*The problem*. Beginning with the line of the entries below that holds "Detect all street" and ending with the line that holds "List all labels, symbols", transcribe each line exactly as written. Pictures stay out.
Material for this exercise Block Start
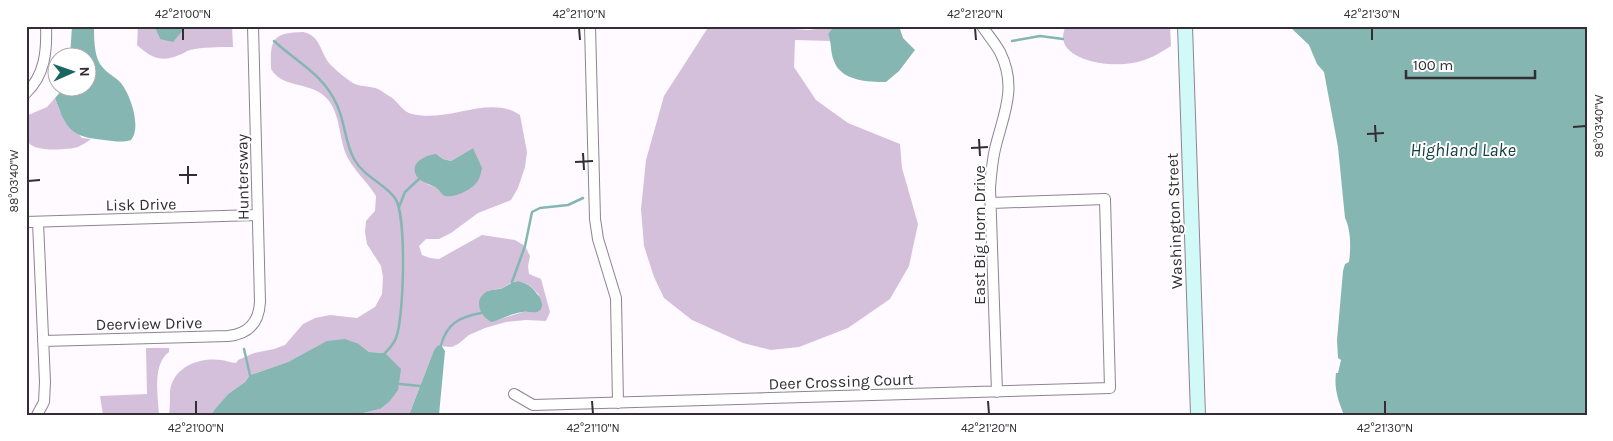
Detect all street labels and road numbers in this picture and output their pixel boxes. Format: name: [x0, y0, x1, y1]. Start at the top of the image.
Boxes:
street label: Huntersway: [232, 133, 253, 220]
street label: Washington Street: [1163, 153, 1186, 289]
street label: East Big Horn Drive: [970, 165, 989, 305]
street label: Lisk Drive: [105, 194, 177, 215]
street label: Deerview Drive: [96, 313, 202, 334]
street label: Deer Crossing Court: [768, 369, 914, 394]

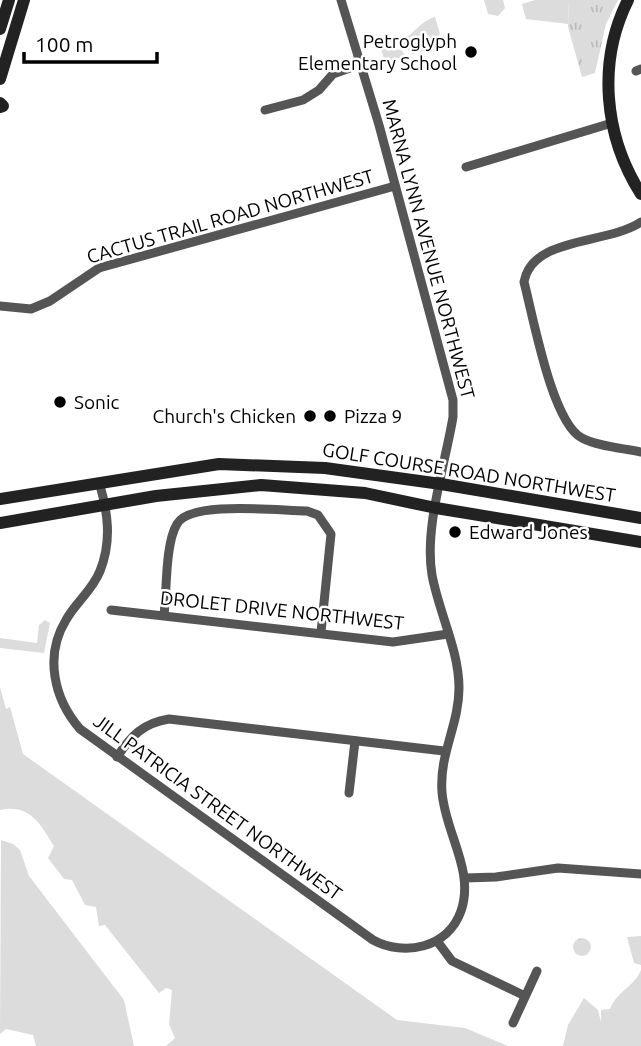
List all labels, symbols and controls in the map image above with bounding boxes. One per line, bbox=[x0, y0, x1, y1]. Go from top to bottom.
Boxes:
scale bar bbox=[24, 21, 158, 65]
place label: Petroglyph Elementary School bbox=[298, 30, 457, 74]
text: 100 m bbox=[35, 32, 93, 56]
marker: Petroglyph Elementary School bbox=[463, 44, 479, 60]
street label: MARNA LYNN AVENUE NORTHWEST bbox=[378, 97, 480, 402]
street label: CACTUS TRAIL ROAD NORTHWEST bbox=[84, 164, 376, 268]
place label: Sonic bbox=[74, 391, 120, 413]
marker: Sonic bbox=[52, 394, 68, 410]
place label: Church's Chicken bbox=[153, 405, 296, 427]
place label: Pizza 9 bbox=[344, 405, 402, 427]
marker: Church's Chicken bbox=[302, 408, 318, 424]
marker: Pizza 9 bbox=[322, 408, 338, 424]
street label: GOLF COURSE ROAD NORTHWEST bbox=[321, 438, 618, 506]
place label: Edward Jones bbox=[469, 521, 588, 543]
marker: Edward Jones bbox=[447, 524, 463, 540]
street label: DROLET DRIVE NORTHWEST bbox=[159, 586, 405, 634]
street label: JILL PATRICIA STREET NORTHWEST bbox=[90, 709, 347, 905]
Material for this exercise Block End
Material for this exercise Block Start
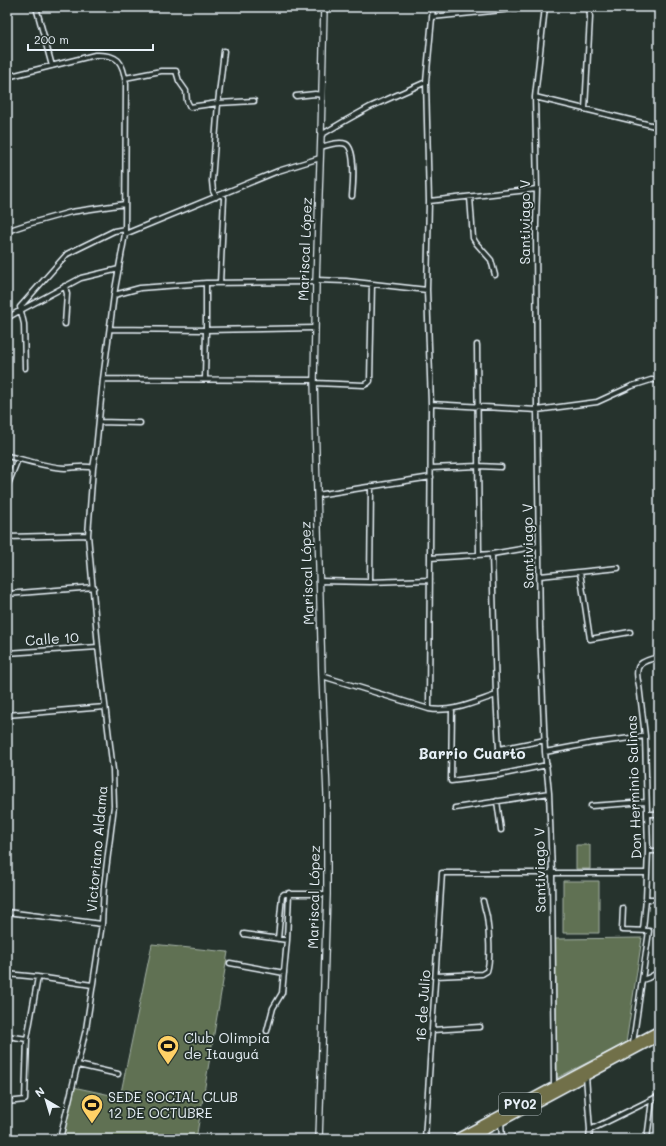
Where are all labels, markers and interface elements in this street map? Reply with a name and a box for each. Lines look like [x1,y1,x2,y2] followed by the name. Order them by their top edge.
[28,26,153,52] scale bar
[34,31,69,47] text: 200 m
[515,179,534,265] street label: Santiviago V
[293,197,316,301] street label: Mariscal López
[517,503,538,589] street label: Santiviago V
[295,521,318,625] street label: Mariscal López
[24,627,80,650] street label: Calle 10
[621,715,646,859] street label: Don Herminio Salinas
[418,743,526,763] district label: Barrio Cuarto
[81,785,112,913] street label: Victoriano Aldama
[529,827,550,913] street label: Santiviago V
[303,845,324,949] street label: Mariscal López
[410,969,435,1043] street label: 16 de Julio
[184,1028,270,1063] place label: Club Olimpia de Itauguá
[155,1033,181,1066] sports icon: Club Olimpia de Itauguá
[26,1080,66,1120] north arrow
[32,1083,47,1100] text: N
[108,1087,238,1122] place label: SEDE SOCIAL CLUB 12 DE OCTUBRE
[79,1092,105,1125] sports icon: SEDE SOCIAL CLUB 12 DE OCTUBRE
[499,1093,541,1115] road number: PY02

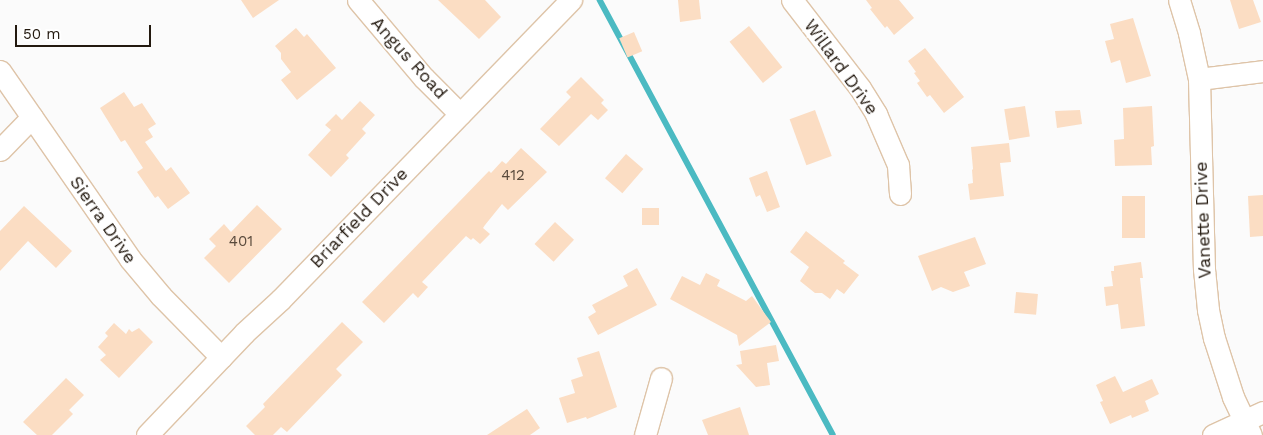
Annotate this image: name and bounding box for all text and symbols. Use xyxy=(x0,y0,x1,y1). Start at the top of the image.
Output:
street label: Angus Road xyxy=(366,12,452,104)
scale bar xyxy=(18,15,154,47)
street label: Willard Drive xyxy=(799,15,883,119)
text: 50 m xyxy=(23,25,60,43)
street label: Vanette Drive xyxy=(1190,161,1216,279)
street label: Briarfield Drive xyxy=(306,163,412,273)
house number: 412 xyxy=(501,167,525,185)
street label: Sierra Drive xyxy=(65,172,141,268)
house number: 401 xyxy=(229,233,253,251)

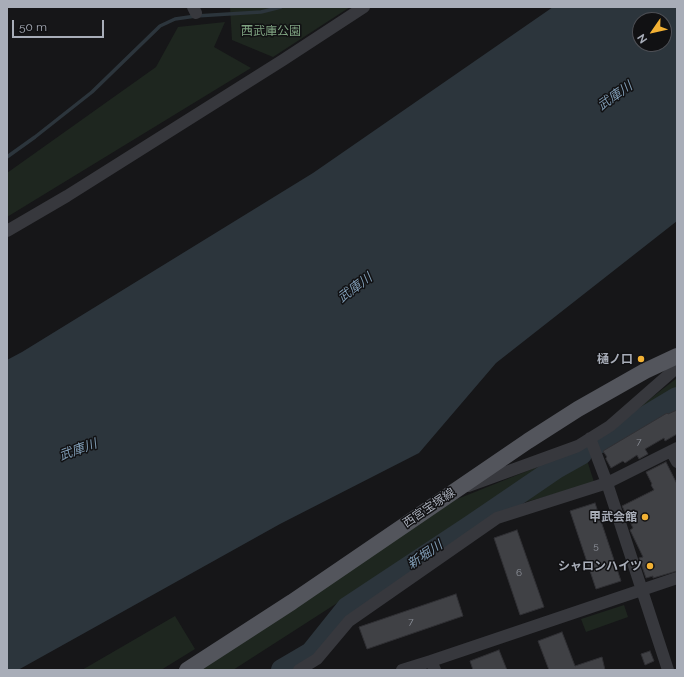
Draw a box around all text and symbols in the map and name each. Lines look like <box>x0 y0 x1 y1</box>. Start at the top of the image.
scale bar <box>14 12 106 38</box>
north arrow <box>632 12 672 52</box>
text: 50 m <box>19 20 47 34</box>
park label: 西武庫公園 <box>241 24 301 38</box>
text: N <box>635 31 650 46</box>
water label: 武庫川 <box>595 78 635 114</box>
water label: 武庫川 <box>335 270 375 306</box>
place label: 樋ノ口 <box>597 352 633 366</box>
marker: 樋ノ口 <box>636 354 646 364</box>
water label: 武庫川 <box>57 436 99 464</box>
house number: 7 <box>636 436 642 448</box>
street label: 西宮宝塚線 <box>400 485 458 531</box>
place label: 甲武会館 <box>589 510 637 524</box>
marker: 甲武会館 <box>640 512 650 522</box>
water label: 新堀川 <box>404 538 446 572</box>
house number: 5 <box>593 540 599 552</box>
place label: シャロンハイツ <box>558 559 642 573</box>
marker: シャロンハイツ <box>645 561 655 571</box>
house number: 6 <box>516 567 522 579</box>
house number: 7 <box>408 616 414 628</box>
Material for this exercise Block End
Material for this exercise Block Start
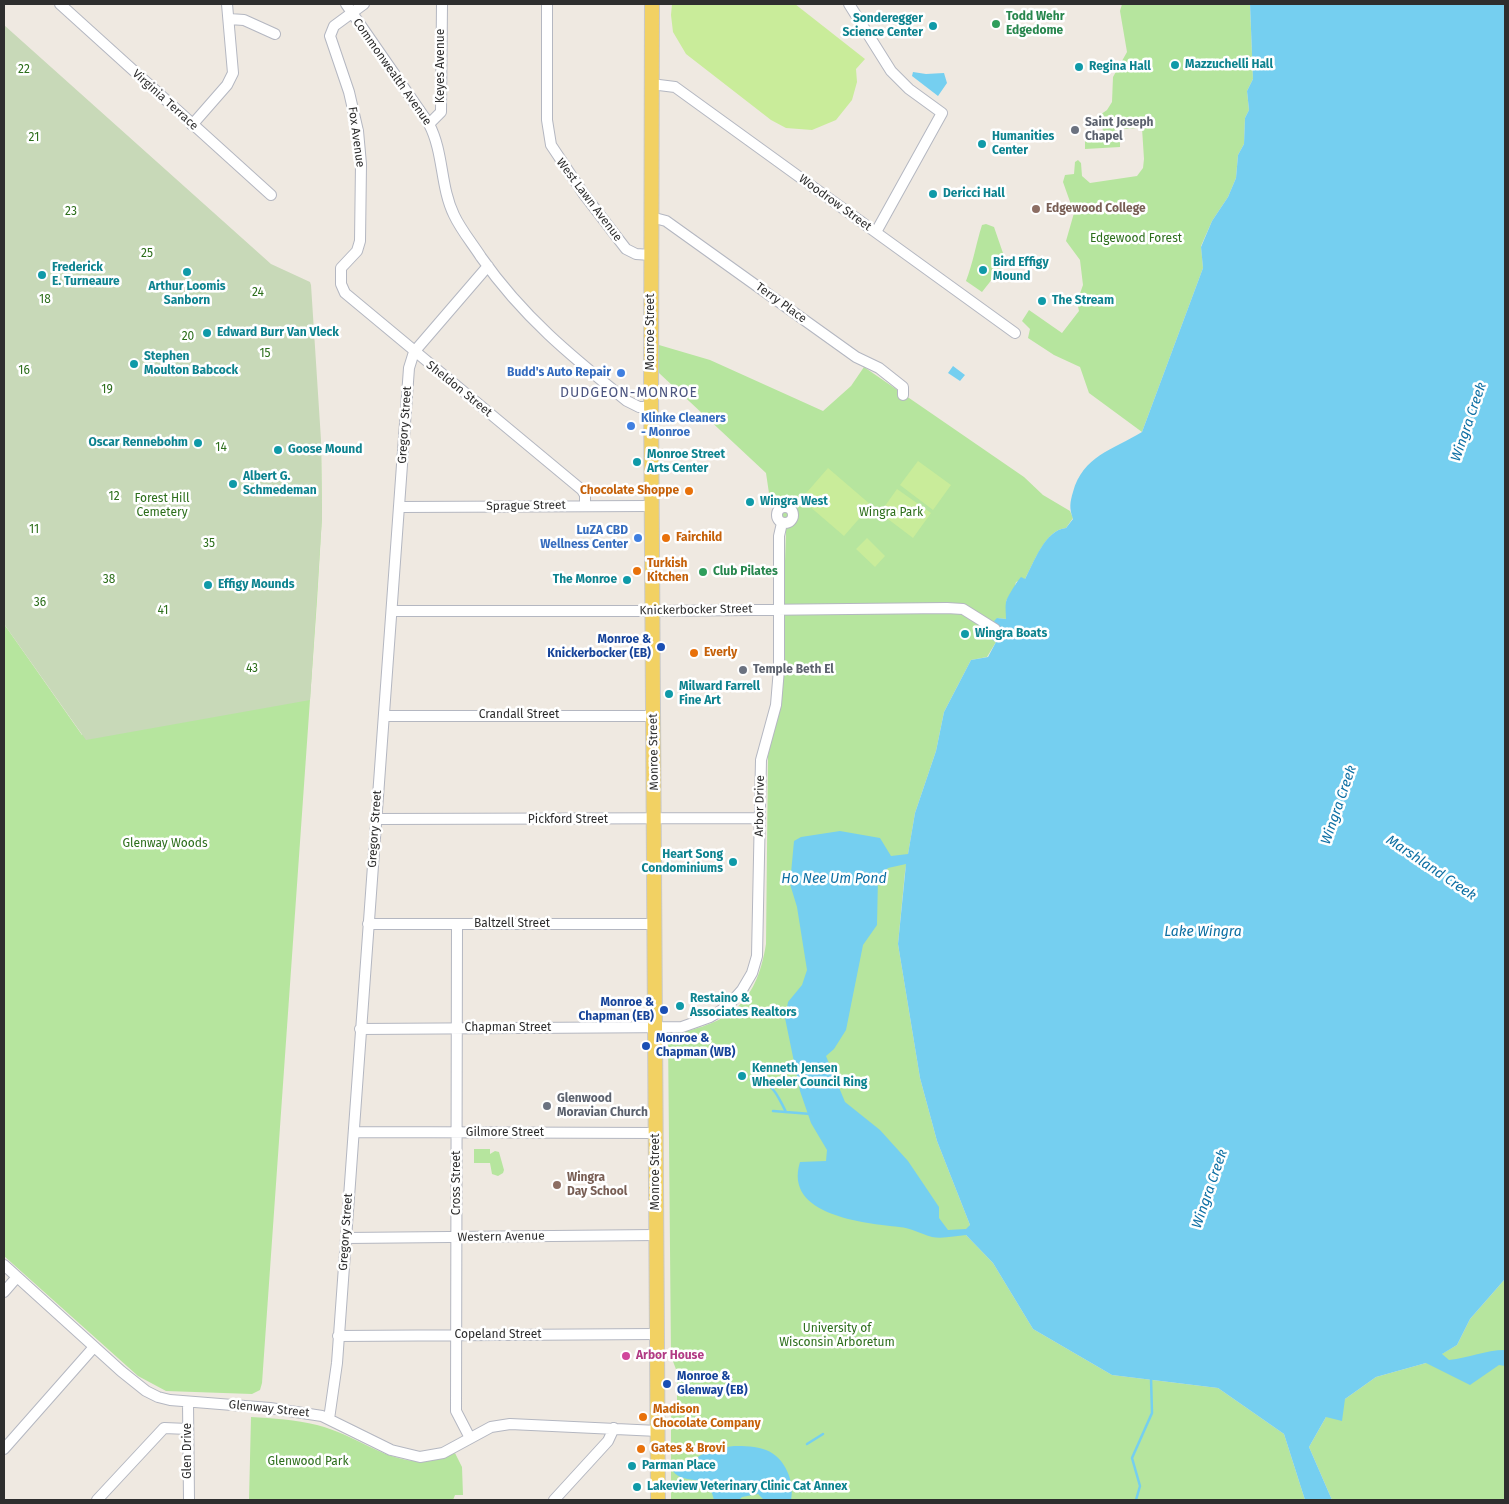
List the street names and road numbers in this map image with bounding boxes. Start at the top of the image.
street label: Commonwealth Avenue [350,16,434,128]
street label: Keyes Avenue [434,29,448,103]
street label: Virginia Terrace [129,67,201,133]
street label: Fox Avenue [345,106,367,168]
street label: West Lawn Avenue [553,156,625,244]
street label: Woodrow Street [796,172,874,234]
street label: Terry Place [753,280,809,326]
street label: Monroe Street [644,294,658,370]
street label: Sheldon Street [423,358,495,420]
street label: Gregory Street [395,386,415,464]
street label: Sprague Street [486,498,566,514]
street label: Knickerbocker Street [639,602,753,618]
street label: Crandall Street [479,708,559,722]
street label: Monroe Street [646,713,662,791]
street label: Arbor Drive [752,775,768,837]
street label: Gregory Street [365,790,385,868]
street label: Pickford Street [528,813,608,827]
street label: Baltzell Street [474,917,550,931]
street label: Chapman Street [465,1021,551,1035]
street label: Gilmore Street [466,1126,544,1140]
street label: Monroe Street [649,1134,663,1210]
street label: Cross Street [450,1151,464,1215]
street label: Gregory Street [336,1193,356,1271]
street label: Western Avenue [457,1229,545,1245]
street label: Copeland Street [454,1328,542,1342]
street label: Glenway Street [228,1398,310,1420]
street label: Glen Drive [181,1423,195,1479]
Material for this exercise Block End
*Output of the exercise*.
Detect all street labels and road numbers in this picture and output their pixel boxes. Format: name: [x0, y0, x1, y1]. Start at the top of the image.
Boxes:
street label: Huntersway: [232, 133, 253, 220]
street label: Washington Street: [1163, 153, 1186, 289]
street label: East Big Horn Drive: [970, 165, 989, 305]
street label: Lisk Drive: [105, 194, 177, 215]
street label: Deerview Drive: [96, 313, 202, 334]
street label: Deer Crossing Court: [768, 369, 914, 394]

List all labels, symbols and controls in the map image above with bounding boxes. One per line, bbox=[x0, y0, x1, y1]. Go from top to bottom.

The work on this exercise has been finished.